Chalk mural gets inspiration, recognition from local artists

Twenty-seven years after its beginning, the chalk mural tradition continues as AP Studio Art students miss classes for an entire day to start and finish the murals on the stretch of sidewalk near the handicapped parking spots and high school office. The murals were finished on Friday, Aug. 28.

Every year a new theme is chosen, which students display on 10 sidewalk squares. This year’s theme was Sacramento artists, a broader theme compared to the past (e.g. the art of Studio Ghibli in 2017). Usually, each square is based on one artist, instead of artists as a whole. Students chose different artists and replicated one of their art pieces with chalk.

This year, one square was dedicated to a piece by art teacher and Sacramento artist Andy Cunningham. Students also replicated the work of Lin Fei Fei, Franceska Gamez, Jared Tharp, Shaun Burner, Laurelin Gilmore, Adam Wever-Glen, Andrew Hindman, and Waylon Horner.

The artists that the students chose appeal to the students in many different ways.

“Artist Lin Fei Fei has a very unique style that is similar to mine, which is why I wanted to replicated her piece,” junior Jason Li said.

Li replicated a piece featuring a shaded skull and a brown-and-white sky. 

“It really stood out, and I immediately realized I wanted to do that specific piece.”

Lin said she was impressed with the talent of Country Day students.

“They’re doing so well! Way to go! Thank you for including me as part of this project,” she said.

Senior Michaela Chen, who replicated a piece by Franceska Gamez, also added that she felt she could express her culture through the art.

“I am an Asian-American woman, and I wanted to choose someone who deserved more appreciation for her wonderful art,” Chen said.

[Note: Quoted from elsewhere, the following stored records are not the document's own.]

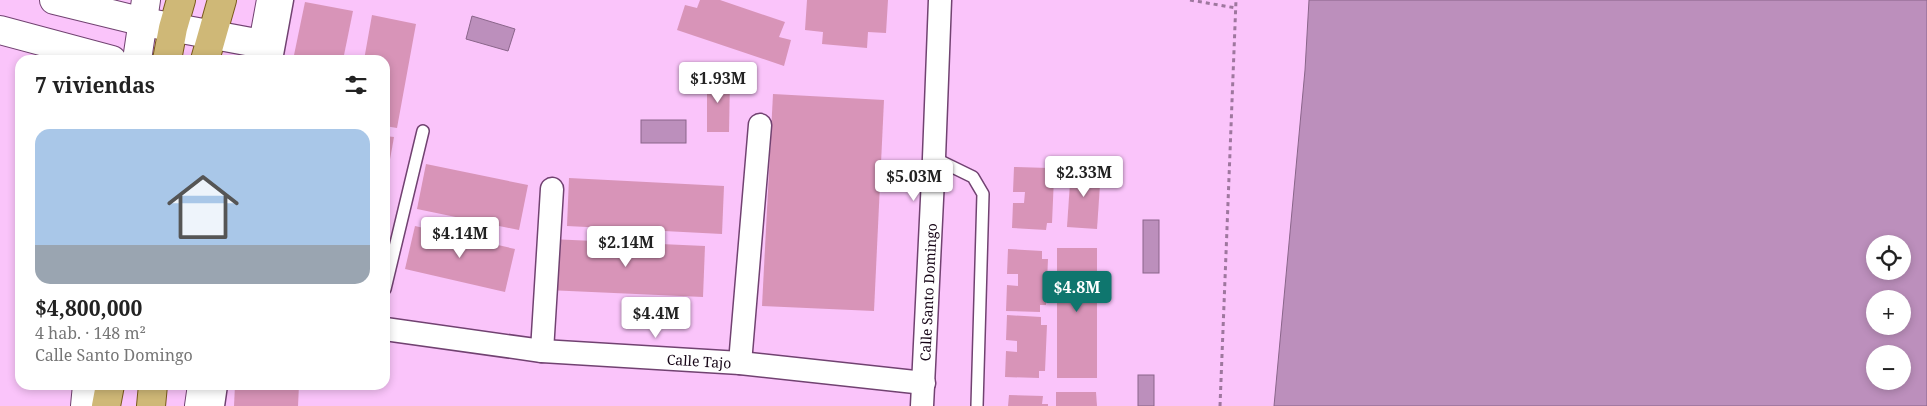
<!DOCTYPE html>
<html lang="es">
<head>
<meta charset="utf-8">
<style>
	body { margin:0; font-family:"Noto Serif",serif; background:#f6f6f6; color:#222; height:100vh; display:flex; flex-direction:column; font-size:19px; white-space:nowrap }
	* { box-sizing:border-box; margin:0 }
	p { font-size:16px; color:#767676 }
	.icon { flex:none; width:28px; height:28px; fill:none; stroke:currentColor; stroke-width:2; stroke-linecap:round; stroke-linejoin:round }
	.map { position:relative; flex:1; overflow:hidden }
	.drawer { position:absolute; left:15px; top:55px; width:375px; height:335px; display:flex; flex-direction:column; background:#fff; border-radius:15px; box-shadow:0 2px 8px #0003 }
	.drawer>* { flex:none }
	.controls { position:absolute; left:1866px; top:235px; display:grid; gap:10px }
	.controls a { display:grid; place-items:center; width:45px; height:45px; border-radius:50%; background:#fff; box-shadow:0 2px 8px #0003; font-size:25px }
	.price { position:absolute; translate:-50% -42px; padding:0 11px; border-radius:5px; background:#fff; color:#222; font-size:16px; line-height:32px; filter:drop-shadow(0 1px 2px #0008) }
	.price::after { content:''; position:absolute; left:50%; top:30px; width:15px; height:11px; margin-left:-8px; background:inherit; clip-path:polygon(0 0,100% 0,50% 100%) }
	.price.selected { background:#0f766e; color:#fff }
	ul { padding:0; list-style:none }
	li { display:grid; align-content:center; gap:10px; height:265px; padding:0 20px }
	li span { display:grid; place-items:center; height:155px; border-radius:15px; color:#555 }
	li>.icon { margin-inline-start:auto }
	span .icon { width:90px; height:90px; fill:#fffc; stroke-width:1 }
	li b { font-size:21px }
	h2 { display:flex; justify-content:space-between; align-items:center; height:60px; padding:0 20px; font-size:21px }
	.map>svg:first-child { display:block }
	.water { fill:#bc8fbc; stroke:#8a658a; fill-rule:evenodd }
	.building { fill:#d894b8 }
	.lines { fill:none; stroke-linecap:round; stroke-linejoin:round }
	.service-casing { stroke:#714271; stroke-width:14 }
	.pedestrian-casing { stroke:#714271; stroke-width:19 }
	.minor-casing { stroke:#714271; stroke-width:25 }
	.secondary-casing { stroke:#714271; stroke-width:30 }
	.primary-casing { stroke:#795a1a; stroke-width:30 }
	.path { stroke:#9e779e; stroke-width:3; stroke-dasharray:4 4; stroke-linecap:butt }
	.service { stroke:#fff; stroke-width:11 }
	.pedestrian { stroke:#fff; stroke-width:16 }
	.minor { stroke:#fff; stroke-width:22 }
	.secondary { stroke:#fff; stroke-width:28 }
	.primary { stroke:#cfb877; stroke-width:28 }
	.labels { text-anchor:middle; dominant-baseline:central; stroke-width:4.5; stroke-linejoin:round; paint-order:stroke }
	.street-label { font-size:14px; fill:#150415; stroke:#fac4fa }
</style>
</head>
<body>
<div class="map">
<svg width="1927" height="406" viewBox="0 0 1927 406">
	<rect width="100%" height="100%" fill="#fac4fa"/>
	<g class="water">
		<path d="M 1309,0 L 1927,0 L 1927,406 L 1274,406 L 1305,70 ZM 1875,244 L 1902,244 L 1902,271 L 1875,271 ZM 1875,299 L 1902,299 L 1902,326 L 1875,326 ZM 1875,354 L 1902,354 L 1902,381 L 1875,381 Z"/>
		<polygon points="472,16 515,29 508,51 466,39"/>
		<rect x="641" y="120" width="45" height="23"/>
		<rect x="1143" y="220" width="16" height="53"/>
		<rect x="1138" y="375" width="16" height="31"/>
	</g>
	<g class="building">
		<polygon points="700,0 720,0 785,22 779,37 791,40 784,66 677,30 685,5 697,8"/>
		<polygon points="807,0 888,0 886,33 868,32 867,48 822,44 823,32 805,30"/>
		<polygon points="305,2 353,11 343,60 293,60"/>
		<polygon points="372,15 416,24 397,128 385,126 385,60 364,60"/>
		<polygon points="707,76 730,77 729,132 707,132"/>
		<polygon points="773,94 884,100 874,311 762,306"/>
		<polygon points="385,136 394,137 386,182 385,181"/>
		<polygon points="426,164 528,185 519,230 417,209"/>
		<polygon points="1014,167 1049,168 1048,176 1054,177 1052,223 1047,223 1046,230 1012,228 1013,203 1024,203 1025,192 1013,192"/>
		<polygon points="1071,168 1101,170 1097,229 1067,227"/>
		<polygon points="569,178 724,186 722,234 567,226"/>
		<polygon points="415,226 515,249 505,292 405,269"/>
		<polygon points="550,239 705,246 703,297 547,290"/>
		<rect x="1057" y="248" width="40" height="130"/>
		<polygon points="1008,249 1042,251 1042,259 1048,259 1046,305 1040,305 1040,312 1006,311 1007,285 1018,286 1018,274 1007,274"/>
		<polygon points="1007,315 1041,317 1041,325 1047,325 1045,371 1039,371 1039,378 1005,377 1006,351 1017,352 1017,341 1006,340"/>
		<polygon points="235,385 299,385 298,406 234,406"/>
		<polygon points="1056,392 1096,392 1097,406 1056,406"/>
		<polygon points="1009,395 1043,396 1042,404 1048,404 1048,406 1008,406"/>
	</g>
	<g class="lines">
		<defs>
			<g id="service">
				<polyline points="934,158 973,177 983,194 977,406"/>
				<polyline points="385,289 423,131"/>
			</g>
			<g id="pedestrian">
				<polyline points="274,60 285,0"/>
				<polyline points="216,406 219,385"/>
			</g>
			<g id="minor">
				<path id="s1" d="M 385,329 L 542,351 L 740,363 L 924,383"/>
				<polyline points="542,351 552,189"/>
				<polyline points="740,363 760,125"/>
				<path id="s2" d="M 922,406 L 934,158 L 940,0"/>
			</g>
			<g id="secondary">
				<polyline points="54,0 144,22 262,44"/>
				<polyline points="0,30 112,60"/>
				<polyline points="137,60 146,0"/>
				<polyline points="260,60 271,0"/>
				<polyline points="85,406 87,385"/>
				<polyline points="199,406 202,385"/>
			</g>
			<g id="primary">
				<polyline points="167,60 173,28 181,0"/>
				<polyline points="205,60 222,0"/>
				<polyline points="106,406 110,385"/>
				<polyline points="151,406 153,385"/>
			</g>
		</defs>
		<use href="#service" class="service-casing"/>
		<use href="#pedestrian" class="pedestrian-casing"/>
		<use href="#minor" class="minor-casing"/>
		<use href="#secondary" class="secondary-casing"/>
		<use href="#primary" class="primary-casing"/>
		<g class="path">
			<polyline points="1190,0 1236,8"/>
			<polyline points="1220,406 1236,0"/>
		</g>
		<use href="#service" class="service"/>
		<use href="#pedestrian" class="pedestrian"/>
		<use href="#minor" class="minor"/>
		<use href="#secondary" class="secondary"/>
		<use href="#primary" class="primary"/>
	</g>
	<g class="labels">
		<g class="street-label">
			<text stroke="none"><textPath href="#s2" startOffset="114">Calle Santo Domingo</textPath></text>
			<text stroke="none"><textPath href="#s1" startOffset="316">Calle Tajo</textPath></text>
		</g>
	</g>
</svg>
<div class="controls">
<a><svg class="icon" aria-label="locate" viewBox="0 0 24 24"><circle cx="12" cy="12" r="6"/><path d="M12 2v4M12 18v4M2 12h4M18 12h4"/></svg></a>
<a>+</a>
<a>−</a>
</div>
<b class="price" style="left:718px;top:104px">$1.93M</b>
<b class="price" style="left:1084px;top:198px">$2.33M</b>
<b class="price" style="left:914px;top:202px">$5.03M</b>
<b class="price" style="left:460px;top:259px">$4.14M</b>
<b class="price" style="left:626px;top:268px">$2.14M</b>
<b class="price selected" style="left:1077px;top:313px">$4.8M</b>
<b class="price" style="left:656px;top:339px">$4.4M</b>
<section class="drawer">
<h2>7 viviendas<svg class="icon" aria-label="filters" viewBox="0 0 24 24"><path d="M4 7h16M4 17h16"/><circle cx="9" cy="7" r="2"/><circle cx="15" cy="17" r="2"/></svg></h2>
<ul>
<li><span style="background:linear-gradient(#a9c7e8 75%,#9aa5b1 0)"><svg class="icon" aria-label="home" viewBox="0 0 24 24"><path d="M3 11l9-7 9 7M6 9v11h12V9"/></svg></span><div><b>$4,800,000</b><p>4 hab. · 148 m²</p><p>Calle Santo Domingo</p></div></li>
</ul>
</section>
</div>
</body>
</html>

The process for these murals began weeks earlier, according to senior Grace Naify. First, the artist (artists, in this year’s case), artwork and sidewalk square is chosen. Later, the dimensions of the sidewalk square are measured and cut on butcher paper. Next, the selected image is projected onto the paper and traced. The paper is then used as an outline to help trace the image onto the sidewalk square. Finally, the outline is colored in.

Middle school French teacher Neil Landers said he was “amazed” at the amateur students’ talent.

“It was really nice to see young artists getting into it,” he said. “The images were very visually compelling.”

Students who helped create the mural also said that that there was something “compelling” in their work for themselves as students.

“The chalk murals provide an opportunity for Country Day students to express themselves and show their appreciation for different artists and art in general,” Li said.

The artists who were chosen said they were proud of the chalk squares and commented on the school’s Instagram post.

“Sorry I couldn’t make it out today, honored I was picked as an artist,” Burner commented.

Gilmore also showed her appreciation for the students.

“I’m so sorry I couldn’t come by before I had to leave Sacramento. I’m so honored to have been asked,” she wrote.

All of the art students agreed that the squares show the different personalities of all the students.

“It’s a really good addition to our school and the homecoming festivities,” senior Bella Mathisen, the current president of the National Art Honor Society, said.

“It’s nice to carry on the tradition and show the public how great our program is because most of our artwork is only portrayed in the classroom.”

Cunningham agreed, adding that his favorite part of the event is seeing the whole community involved. 

“There’s a lot of students helping students, which is nice to see,” he said.

“The art murals bring all of the  Country Day students together because there is so much involvement and support from this school.”